Subsequently, this approach was applied to digenomes derived from RGEN-transfected samples, mock-transfected digenomes, complete genomes treated with RGEN, and complete genomes subjected to mock transfection. Additionally, in vitro treatments were performed using Cas9 protein without sgRNA or with a 100-fold reduction in RGEN concentration (3 nM Cas9) on mock-transfected genomic DNA, followed by whole-genome sequencing (WGS) and digenome analysis. Computational methods were employed to identify sites with more than 10 reads with identical 5' ends on both strands, and those where at least 20% of reads exhibited systematic alignment.

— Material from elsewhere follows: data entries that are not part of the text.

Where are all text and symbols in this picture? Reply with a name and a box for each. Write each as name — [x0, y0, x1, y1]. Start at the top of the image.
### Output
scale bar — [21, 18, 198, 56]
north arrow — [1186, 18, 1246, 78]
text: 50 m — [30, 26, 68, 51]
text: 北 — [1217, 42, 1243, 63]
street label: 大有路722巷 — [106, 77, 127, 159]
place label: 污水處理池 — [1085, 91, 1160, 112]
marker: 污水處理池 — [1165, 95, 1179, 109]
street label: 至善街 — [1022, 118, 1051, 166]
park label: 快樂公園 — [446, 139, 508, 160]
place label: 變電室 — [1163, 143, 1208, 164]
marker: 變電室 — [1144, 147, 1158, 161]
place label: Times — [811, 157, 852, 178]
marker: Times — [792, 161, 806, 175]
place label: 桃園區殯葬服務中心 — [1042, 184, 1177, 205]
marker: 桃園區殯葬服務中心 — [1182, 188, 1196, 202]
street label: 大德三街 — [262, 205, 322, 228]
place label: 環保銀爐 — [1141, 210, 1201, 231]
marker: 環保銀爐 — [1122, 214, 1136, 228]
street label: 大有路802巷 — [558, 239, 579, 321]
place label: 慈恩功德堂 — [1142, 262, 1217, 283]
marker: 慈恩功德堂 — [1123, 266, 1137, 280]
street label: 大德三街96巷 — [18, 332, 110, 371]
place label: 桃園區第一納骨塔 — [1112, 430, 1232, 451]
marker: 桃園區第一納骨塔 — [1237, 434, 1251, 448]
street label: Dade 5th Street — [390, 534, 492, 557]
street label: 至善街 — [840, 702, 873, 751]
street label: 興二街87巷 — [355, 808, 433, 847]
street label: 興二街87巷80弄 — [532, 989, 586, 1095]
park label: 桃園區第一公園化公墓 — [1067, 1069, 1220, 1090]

Seventeen and seventy-eight sites were identified in mock digenomes treated with 3 nM and 300 nM RGEN, respectively. These included the target site and two validated off-target sites, all of which displayed bimodal patterns at the 5' end and were arranged linearly in Integrative Genomics Viewer (IGV) images. All identified positions in the complete genomes were false positives, representing naturally occurring indels within the genome. Consequently, the bimodal pattern or systematic alignment of reads was a distinctive feature specific to the three digenomes.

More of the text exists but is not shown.